Do not talk about *what* the patch is doing in the commit message - that
should be obvious from the diff itself. Rather, concentrate on the *why*
it needs to be done.

Imagine one fine day you're doing git archeology, you find the place in
the code about which you want to find out why it was changed the way it 
is now.

You do git annotate <filename> ... find the line, see the commit id and
you do:

git show <commit id>

You read the commit message and there's just gibberish and nothing's
explaining *why* that change was done. And you start scratching your head,
trying to figure out why.

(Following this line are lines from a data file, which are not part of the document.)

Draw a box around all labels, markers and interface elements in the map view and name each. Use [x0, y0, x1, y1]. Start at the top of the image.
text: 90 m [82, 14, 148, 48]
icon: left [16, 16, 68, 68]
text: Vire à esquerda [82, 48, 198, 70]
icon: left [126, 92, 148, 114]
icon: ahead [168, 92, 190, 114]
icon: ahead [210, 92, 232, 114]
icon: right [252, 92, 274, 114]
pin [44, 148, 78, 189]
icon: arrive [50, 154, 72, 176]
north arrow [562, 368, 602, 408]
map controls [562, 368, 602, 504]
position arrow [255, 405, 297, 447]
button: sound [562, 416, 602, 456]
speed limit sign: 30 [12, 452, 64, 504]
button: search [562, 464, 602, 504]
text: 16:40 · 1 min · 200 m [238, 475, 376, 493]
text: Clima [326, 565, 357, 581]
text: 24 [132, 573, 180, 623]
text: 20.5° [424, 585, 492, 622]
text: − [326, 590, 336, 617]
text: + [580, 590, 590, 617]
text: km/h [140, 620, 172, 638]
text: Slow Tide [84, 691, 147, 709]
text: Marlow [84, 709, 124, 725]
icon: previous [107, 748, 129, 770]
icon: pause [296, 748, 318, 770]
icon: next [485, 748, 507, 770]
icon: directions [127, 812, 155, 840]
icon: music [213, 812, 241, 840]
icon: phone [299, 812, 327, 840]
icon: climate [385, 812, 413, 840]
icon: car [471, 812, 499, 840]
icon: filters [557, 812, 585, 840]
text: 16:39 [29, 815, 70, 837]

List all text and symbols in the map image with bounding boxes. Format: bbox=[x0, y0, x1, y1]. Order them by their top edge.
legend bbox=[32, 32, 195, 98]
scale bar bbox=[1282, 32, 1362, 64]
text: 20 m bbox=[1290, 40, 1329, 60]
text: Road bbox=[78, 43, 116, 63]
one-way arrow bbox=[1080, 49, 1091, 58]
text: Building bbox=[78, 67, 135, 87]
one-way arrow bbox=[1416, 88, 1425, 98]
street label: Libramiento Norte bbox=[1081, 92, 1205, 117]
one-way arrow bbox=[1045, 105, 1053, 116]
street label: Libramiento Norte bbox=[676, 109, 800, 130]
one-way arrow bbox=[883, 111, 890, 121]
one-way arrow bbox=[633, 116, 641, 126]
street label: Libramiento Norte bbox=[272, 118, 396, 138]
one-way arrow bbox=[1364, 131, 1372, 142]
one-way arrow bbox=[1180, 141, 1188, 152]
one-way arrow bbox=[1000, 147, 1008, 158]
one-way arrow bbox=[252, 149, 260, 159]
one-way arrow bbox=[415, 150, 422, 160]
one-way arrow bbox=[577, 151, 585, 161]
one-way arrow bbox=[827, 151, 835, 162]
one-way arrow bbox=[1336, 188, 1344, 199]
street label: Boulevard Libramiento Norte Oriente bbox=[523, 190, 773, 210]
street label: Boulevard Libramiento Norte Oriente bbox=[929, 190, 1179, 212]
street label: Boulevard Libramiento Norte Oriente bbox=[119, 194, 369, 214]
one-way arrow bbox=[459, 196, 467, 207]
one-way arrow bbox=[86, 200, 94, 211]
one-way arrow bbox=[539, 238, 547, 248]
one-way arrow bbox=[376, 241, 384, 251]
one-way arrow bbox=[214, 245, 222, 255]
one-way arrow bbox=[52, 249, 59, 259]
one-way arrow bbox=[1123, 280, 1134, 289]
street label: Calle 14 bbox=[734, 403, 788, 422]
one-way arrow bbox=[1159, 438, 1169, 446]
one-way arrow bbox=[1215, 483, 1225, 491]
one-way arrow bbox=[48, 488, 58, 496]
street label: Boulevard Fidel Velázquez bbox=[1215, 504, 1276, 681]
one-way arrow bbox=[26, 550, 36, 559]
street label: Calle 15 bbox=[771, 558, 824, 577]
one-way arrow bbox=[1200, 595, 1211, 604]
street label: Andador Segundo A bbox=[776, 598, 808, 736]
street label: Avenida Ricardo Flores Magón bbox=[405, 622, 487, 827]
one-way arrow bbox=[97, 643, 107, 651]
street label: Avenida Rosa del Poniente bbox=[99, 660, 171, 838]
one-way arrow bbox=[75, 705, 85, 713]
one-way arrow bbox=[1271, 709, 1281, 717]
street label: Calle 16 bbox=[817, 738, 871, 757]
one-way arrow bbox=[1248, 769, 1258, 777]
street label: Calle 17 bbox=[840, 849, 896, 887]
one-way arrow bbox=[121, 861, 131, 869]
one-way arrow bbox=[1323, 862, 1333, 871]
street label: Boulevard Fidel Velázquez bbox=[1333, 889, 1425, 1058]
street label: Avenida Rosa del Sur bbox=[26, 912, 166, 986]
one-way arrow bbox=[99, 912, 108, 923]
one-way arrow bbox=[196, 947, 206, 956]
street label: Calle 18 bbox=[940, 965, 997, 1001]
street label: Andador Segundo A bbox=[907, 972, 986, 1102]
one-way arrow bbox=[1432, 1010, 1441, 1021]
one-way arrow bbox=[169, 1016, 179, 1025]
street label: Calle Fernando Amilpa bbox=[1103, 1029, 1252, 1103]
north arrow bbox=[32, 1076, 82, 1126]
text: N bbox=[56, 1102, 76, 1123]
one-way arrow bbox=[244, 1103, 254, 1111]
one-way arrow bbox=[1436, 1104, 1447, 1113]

Because the damn commit message is not really
helping.

>  struct bluefield_edac_priv {
> +	struct device *dev;
>  	int dimm_ranks[MLXBF_EDAC_MAX_DIMM_PER_MC];
>  	void __iomem *emi_base;
>  	int dimm_per_mc;
> +	bool svc_sreg_support;
> +	u32 sreg_tbl_edac;

Some comments above these members as to what they are, would be good.

>  static u64 smc_call1(u64 smc_op, u64 smc_arg)
> @@ -86,6 +98,71 @@ static u64 smc_call1(u64 smc_op, u64 smc_arg)
>  	return res.a0;
>  }
>  
> +static int bluefield_edac_secure_readl(void __iomem *addr, u32 *result, u32 sreg_tbl)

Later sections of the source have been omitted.